Capturada e interrogada pelo governo, Sybil passa a se afundar cada vez mais em intrigas políticas, tão comuns às distopias juvenis, como Jogos Vorazes e Divergente. O livro, escrito por Bárbara Morais e publicado em 2013 pela editora Gutenberg, faz parte da trilogia Anômalos. Bárbara é uma autora nacional com contos publicados em antologias como Todo mundo tem uma primeira vez e Aqui quem fala é da Terra.
A trilogia Anômalos é seu primeiro trabalho de mais fôlego. Nela, conhecemos um mundo marcado pela guerra entre a União e o Império do Sol. O conflito é mundial e nenhuma das regiões que nós conhecemos é neutra. A já citada cidade de Kali, por exemplo, é uma cidade paupérrima e bélica, de onde Sybil foge antes de ser cooptada pelo exército (sem deixar de ressaltar que, por mais rico e interessante que seja o universo, a visualização geográfica fica truncada e um mapa seria muito interessante).
Esse conflito de 300 anos entre as duas facções também é o responsável pelas mutações e poderes. Como Sybil nos explica, “quando as regiões da União foram atacadas com armas química pelos dissidentes, os habitantes do Império do Sol, a resposta foi com armas nucleares. A teoria mais aceita é que a mistura dos dois com a tempestade solar mais forte dos últimos milênios causou algum tipo de anomalia em humanos de várias regiões”.
Não é por acaso que essa mutações nos lembram as histórias dos X-Men. Alguns dos elementos presentes em certos arcos do quadrinho são percebidos também no livro.
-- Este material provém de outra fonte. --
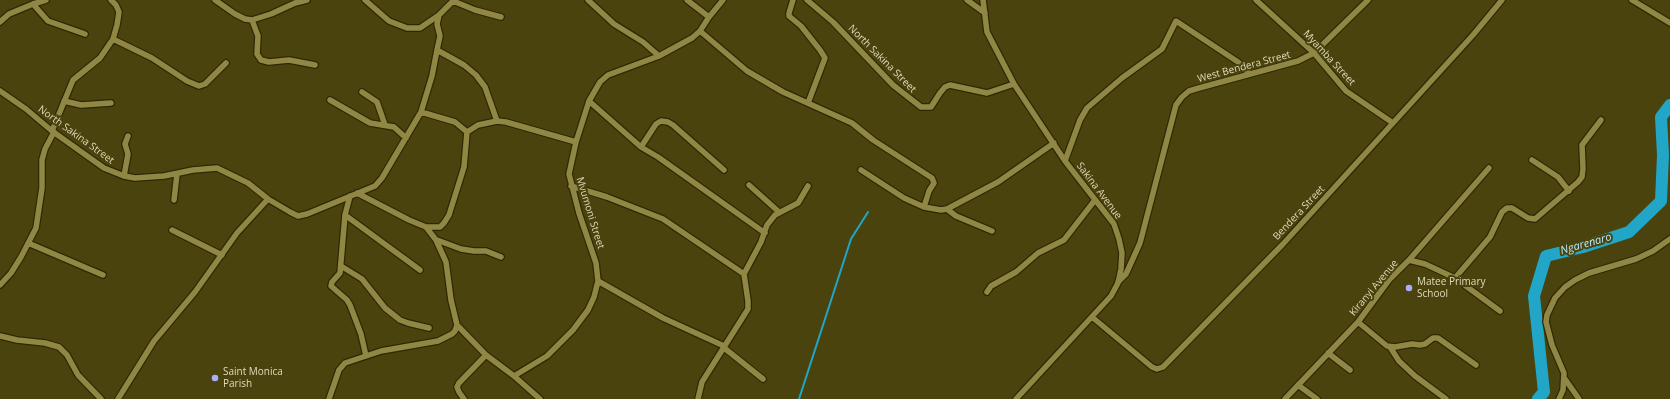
<!DOCTYPE html>
<html>
<head>
<meta charset="utf-8">
<style>
  body { margin:0 }
  canvas { display:block; background:#4a430e }
</style>
</head>
<body>
<canvas width="1670" height="399"></canvas>
<script>
const g = document.querySelector('canvas').getContext('2d');
g.lineJoin = 'round';
const shape = rows => new Path2D(rows.map(r => 'M' + r).join(''));
function stroke(path, color, width, dash) { g.strokeStyle = color; g.lineWidth = width; g.lineCap = dash ? 'butt' : 'round'; g.setLineDash(dash || []); g.stroke(path); }
function write(font, color, halo, rows, align = 'center') {
  g.font = font + ' "Open Sans",sans-serif'; g.lineWidth = 4; g.setLineDash([]); g.textBaseline = 'middle'; g.strokeStyle = halo; g.fillStyle = color; for (const [text, x, y, turn = 0] of rows) {
    g.save(); g.translate(x, y); g.rotate((+turn || 0) * Math.PI / 180); g.textAlign = isNaN(turn) ? turn : align; if (halo) g.strokeText(text, 0, 0); g.fillText(text, 0, 0); g.restore();
  }
}
stroke(shape([
  [799,399,851,239,868,212]
]), '#21a6c8', 2);
stroke(shape([
  [1538,399,1544,392,1534,296,1546,256,1583,247,1629,232,1661,201,1663,155,1661,117,1670,105]
]), '#21a6c8', 12);
const minor = shape([
  [215,0,235,14,245,19,252,20,271,14,295,3,307,0],
  [365,0,389,21,407,28,420,28,439,15],
  [588,0,614,24,643,42,659,56],
  [687,0,709,17],
  [793,0,789,13,789,16,801,26,820,50,825,58,808,103],
  [807,0,833,22,893,85,921,107,931,107,940,93,945,87,950,85,987,93,1014,84],
  [967,0,985,13],
  [983,0,987,32,1014,84,1065,161,1114,224,1119,239,1122,253,1121,269,1118,283,1111,296,1016,399],
  [1256,0,1314,53,1346,91,1393,123],
  [1632,0,1670,23],
  [453,1,475,10,501,17],
  [33,4,48,21,85,34],
  [252,20,258,36,257,54,261,60,269,62,289,60,315,65],
  [0,22,9,14,33,4,46,0],
  [700,31,747,71,783,92,852,123,873,140,932,178,934,183,929,191,924,207],
  [113,39,152,58,187,81,199,86,205,84,226,63],
  [437,50,464,65,476,75,485,87,497,121],
  [0,91,26,109,52,131,104,168,124,176,135,178,164,176,193,170,217,168,248,183,268,199,290,212,298,216,307,214,375,186,382,178,421,112,432,76,437,50,440,36,437,24,439,15,454,0],
  [362,92,377,102,385,125],
  [330,100,370,123,394,127,406,138],
  [64,101,81,105,111,103],
  [589,101,641,147,658,157,765,233],
  [421,112,455,122,467,132,464,167,449,215,444,223,440,227,426,227],
  [52,131,73,80,100,58,113,39,117,25,119,12,116,5,111,0],
  [467,132,478,125,497,121,506,122,576,142],
  [641,147,656,124,661,121,668,122,673,125,724,170],
  [1532,160,1558,177,1569,191],
  [1065,161,1080,120,1087,108,1122,78,1162,49,1176,21,1238,62,1250,74],
  [861,170,904,198,924,207,941,210,947,209,998,182,1054,143],
  [124,176,128,154,125,144,128,136],
  [749,185,779,212],
  [571,186,607,197,663,219,744,274],
  [350,196,345,215,340,273,332,282,331,286,347,300,350,305,361,334,366,356],
  [174,200,177,174],
  [947,209,956,216,992,231],
  [345,215,420,270],
  [172,230,222,255],
  [437,240,461,249,474,251,486,251,501,257],
  [28,243,103,275],
  [1409,260,1425,264,1455,278,1500,311],
  [341,266,362,279,385,308,400,320,408,323,429,328],
  [1455,278,1490,237,1502,212,1507,208,1512,208,1528,218,1535,219,1578,182,1582,177,1583,169,1582,145,1601,120],
  [598,281,663,318,724,346],
  [1118,282,1126,274,1140,243,1176,105,1182,97,1189,91,1199,88,1298,61,1314,53,1368,0],
  [0,285,11,273,21,257,36,228,42,188,42,160,45,149,54,132],
  [987,292,991,286,1016,272,1038,253,1064,240,1095,200],
  [1092,317,1152,367,1157,369,1163,367,1283,244,1473,35,1502,0],
  [1358,322,1387,346,1395,347,1412,344,1420,345,1425,344,1433,338,1438,338,1476,365],
  [457,325,486,355,514,376,540,399],
  [0,336,17,340,45,343,59,347,67,355,78,375,101,399],
  [723,347,763,379],
  [1390,347,1399,361,1415,376,1446,399],
  [1328,353,1350,370],
  [514,376,547,356,573,330,588,310,594,297,598,281,596,263,579,213,569,174,576,142,589,101,600,82,608,75,659,56,692,38,700,31,709,17,723,0],
  [1565,379,1579,399],
  [1298,385,1317,399],
  [118,399,154,341,195,292,237,233,268,199],
  [329,399,339,370,345,363,381,351,438,341,452,334,455,331,457,325,451,300,446,262,436,240,426,227,409,220,357,193],
  [464,399,459,392,457,387,459,383,486,355],
  [698,399,702,382,748,309,748,301,744,274,761,242,767,225,775,215,798,203,808,186],
  [1285,399,1358,322,1389,280,1409,260,1489,168],
  [1559,399,1563,390,1564,373,1552,345,1546,322,1547,315,1555,298,1565,287,1575,280,1589,273,1636,259,1653,251,1670,239]
]);
stroke(minor, '#2e2905', 8);
stroke(minor, '#918745', 5.5);
for (const [x, y, r, color] of [
  [1409,288,4,"#abaffb"],
  [215,378,4,"#abaffb"]
]) { const dot = new Path2D(); dot.arc(x, y, r, 0, 2 * Math.PI); g.fillStyle = color; g.fill(dot); stroke(dot, '#4a430e', 1.5); }
write('10px', '#e0dbba', '#4a430e', [
  ["Myamba Street",1329,58,47],
  ["North Sakina Street",882,59,45],
  ["West Bendera Street",1244,67,-15],
  ["North Sakina Street",76,135,36],
  ["Sakina Avenue",1099,191,53],
  ["Mvumoni Street",590,213,73],
  ["Bendera Street",1299,213,-47],
  ["Kiranyi Avenue",1374,288,-50]
]);
write('10px', '#e0dbba', '#4a430e', [
  ["Matee Primary",1417,282],
  ["School",1417,294],
  ["Saint Monica",223,372],
  ["Parish",223,384]
], 'left');
write('italic 11px', '#b7ebfd', '#4a430e', [
  ["Ngarenaro",1586,244,-16]
]);
</script>
</body>
</html>
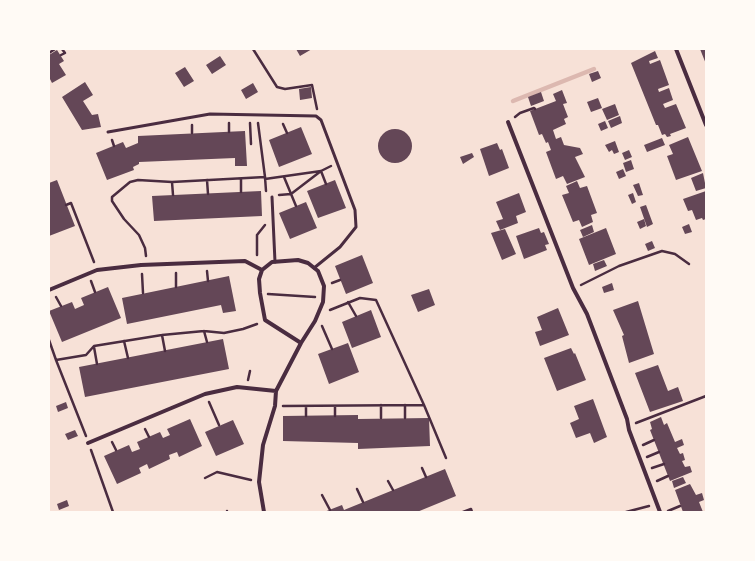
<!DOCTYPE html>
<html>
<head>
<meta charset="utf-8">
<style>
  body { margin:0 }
  #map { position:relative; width:755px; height:561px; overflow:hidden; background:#f7e1d7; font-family:"IBM Plex Sans",sans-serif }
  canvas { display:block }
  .frame { position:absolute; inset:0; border:50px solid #fffaf5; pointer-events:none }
</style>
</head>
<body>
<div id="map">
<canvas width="755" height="561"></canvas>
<div class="frame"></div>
</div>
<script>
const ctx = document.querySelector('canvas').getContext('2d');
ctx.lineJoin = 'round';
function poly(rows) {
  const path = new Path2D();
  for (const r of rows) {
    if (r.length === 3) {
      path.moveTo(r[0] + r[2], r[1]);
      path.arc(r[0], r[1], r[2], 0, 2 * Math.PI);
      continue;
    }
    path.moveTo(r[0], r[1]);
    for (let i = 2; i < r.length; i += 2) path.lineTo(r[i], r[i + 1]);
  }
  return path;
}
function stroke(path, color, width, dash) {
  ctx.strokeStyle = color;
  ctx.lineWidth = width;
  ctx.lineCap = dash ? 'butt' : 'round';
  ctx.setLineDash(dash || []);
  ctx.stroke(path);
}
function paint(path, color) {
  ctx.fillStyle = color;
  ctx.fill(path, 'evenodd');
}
stroke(poly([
  [513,101,594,69]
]), '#dcb8b0', 4.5);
paint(poly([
  [296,49,312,49,300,56],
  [700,49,706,49,706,64],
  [57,50,64,61,59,64,66,75,52,83,49,77,49,55],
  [655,51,658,58,649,61,650,64,660,60,669,85,658,89,659,92,669,88,673,100,663,104,665,108,676,104,686,128,670,134,671,136,667,137,665,134,662,135,658,125,656,125,631,63],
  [220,56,226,65,212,74,206,65],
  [185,67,194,81,184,87,175,73],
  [598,71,601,78,592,82,589,74],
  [85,82,93,95,83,101,92,115,98,114,101,127,82,130,62,97],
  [253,83,258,92,246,99,241,90],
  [311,87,312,98,300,100,299,89],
  [562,90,567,103,563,104,568,117,564,119,566,124,553,130,556,139,561,137,564,145,580,148,583,154,575,157,585,177,567,184,563,176,556,179,546,152,551,150,548,142,546,143,542,134,539,135,530,111,556,101,553,94],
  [541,92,544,101,531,106,528,97],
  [598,98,602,108,591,112,587,102],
  [615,104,619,115,607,120,602,109],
  [620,116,622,123,611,128,608,121],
  [605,121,608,128,601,131,598,124],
  [301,127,312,154,279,167,269,140],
  [395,146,17],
  [245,131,247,166,235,166,235,158,139,162,139,164,133,167,134,170,107,180,96,153,123,142,126,148,138,143,138,136],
  [688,137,702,171,676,180,667,156,673,154,669,145],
  [662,138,665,145,647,152,644,145],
  [615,141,619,152,614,154,612,150,609,152,605,145],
  [497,143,500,150,502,149,509,168,489,176,480,149],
  [629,150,632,157,625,160,622,153],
  [472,153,474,157,463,164,460,157],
  [631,160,634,169,626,172,623,163],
  [623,169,626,176,619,179,616,172],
  [703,173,706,188,696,191,691,178],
  [57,180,75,226,49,236,49,183],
  [335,180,346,208,318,218,307,191],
  [577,181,580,188,587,186,597,213,591,215,593,222,582,227,579,220,573,222,562,195,569,193,566,186],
  [639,183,643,195,638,196,633,185],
  [261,191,262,216,154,221,152,196],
  [706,191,706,219,703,220,702,218,696,220,692,210,688,211,683,199],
  [519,193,526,212,516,216,518,223,500,230,496,221,503,219,496,202],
  [633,193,636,202,632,204,628,195],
  [306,202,317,228,290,239,279,213],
  [646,205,653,224,647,227,640,207],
  [644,219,646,226,640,229,637,222],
  [689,224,692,232,685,234,682,227],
  [592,225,594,232,583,237,580,230],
  [539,228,541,233,544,232,549,244,545,245,547,250,524,259,516,236],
  [606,228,616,254,589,265,579,239],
  [505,229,516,254,502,260,491,233],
  [652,241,655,248,648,251,645,244],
  [362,255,373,283,346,294,335,266],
  [604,260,607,266,595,271,593,264],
  [229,276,236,311,223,313,221,305,127,324,122,298],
  [612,283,614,290,604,293,602,287],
  [108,287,121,318,62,342,49,311,72,302,75,309,84,305,81,298],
  [429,289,435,305,418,312,411,295],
  [638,301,654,354,629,363,622,336,624,335,613,310],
  [558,308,569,335,540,346,535,332,542,330,537,317],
  [371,310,381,337,352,348,342,322],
  [223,339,229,369,85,397,79,367],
  [348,343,359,372,329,384,318,354],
  [571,348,574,354,575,353,586,380,557,391,544,358],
  [658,365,668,391,678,387,683,401,650,412,635,373],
  [593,399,607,437,594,443,590,433,576,438,570,423,579,419,574,406],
  [66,402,68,408,58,412,56,406],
  [358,415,358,419,429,418,430,446,358,449,358,443,283,441,283,416],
  [661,417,664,425,667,423,675,442,682,439,684,445,677,448,680,454,683,453,685,460,682,461,685,467,690,466,692,472,670,481,650,430,652,429,650,422],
  [190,419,202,446,179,457,177,452,169,455,170,459,149,469,147,464,139,468,141,473,117,484,104,456,129,445,132,452,140,449,137,442,160,432,163,438,170,435,167,429],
  [233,420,244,444,216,456,205,432],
  [75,430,78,436,68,440,65,434],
  [445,469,456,496,417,512,324,512,342,505,344,510],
  [683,477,686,483,674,488,672,481],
  [690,484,696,495,702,493,704,500,699,502,703,512,683,512,675,490],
  [67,500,69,506,59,510,57,504]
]), '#644757');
stroke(poly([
  [253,49,277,87,285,89,312,85,317,109],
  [49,53,55,49],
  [61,55,65,53,62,49],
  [515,117,520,113,534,108,535,109],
  [229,123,229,132],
  [250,123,251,144],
  [258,123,265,177],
  [283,124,287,133],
  [192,125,192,133],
  [112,140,114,146],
  [284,177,296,206],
  [241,179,241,192],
  [265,179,321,171,331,166],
  [207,180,208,194],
  [172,182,173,195],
  [279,195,291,194,321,171,326,184],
  [66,205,71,203,94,262],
  [257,255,257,235,265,225],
  [146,256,145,248,139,235,124,219,112,201,112,197,130,182,138,180,172,182,265,177,266,191],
  [207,271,208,281],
  [176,273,176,287],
  [142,274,143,293],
  [91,281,95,292],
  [332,283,340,280],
  [581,285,619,266,662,251,675,254,689,264],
  [268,294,315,297],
  [56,297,61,306],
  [348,302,356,316],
  [330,310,360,298,376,300,424,405,446,458],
  [322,326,332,349],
  [204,331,207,342],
  [162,335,165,351],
  [49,340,56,360],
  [124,341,128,358],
  [94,347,97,364],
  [248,380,250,371],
  [209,402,219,425],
  [381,405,381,418],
  [405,405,405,418],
  [283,406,424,405],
  [306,416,306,406],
  [335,416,335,406],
  [636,423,706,396],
  [145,429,149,437],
  [86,436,56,360,86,355,94,346,162,335,204,331,224,333,243,329,257,324],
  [112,442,116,450],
  [643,445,654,440],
  [91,450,113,512],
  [647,457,659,452],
  [422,468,426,477],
  [652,468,664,464],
  [205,478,217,472,251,480],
  [388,481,393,490],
  [657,481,668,476],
  [357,489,363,502],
  [322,495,330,510],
  [227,511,227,512],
  [668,511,680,506],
  [463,512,471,509,472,512],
  [626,512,649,506]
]), '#4a2c40', 2.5);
stroke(poly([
  [108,132,210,114,316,116,321,120,355,210,356,227,340,247,314,268],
  [272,197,275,262]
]), '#4a2c40', 3);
stroke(poly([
  [676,49,706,125],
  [508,122,573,288,587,314,627,419,629,430,660,512],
  [49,290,97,270,141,265,245,261,262,270],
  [88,443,205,394,237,387,276,391],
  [264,512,259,482,263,445,275,406,276,391,301,343,315,321,323,302,324,286,318,271,308,263,298,260,272,262,262,270,259,279,260,293,265,320,301,343]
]), '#4a2c40', 4);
</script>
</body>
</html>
Não é por acaso que essa mutações nos lembram as histórias dos X-Men. Alguns dos elementos presentes em certos arcos do quadrinho são percebidos também no livro. Em primeiro lugar, a segregação entre os humanos e os mutantes. Bárbara traz muitas imagens reconhecidas na história mundial das campanhas totalitárias, como as propagandas nazistas ou a segregação do apartheid, e cria-se um paralelo com o mundo de Sybil: os anômalos são obrigados a viver separados da população humana, sempre usando peças amarelas que denunciam sua condição. Além disso, para transitar fora de suas cidades é preciso ser autorizado — em algumas lojas a presença de anômalos é proibida. Também são vigiados e regulamentados pelo governo e coisas do tipo.
Outra questão que surge é do ambiente escolar enquanto espaço narrativo. É o lugar onde adolescentes desenvolvem seus poderes e retomando parte da sociabilidade retirada. Soma-se às possibilidades de sociabilização a preocupação em apresentar uma diversidade de performatividades possíveis. Ainda que o primeiro volume da trilogia deixe as personagens com pouca profundidade, é possível ver famílias não nucleares, etnias e orientações sexuais variadas, pais que são dragqueens e personagens cegos que desafiam discursos capacitistas, por exemplo.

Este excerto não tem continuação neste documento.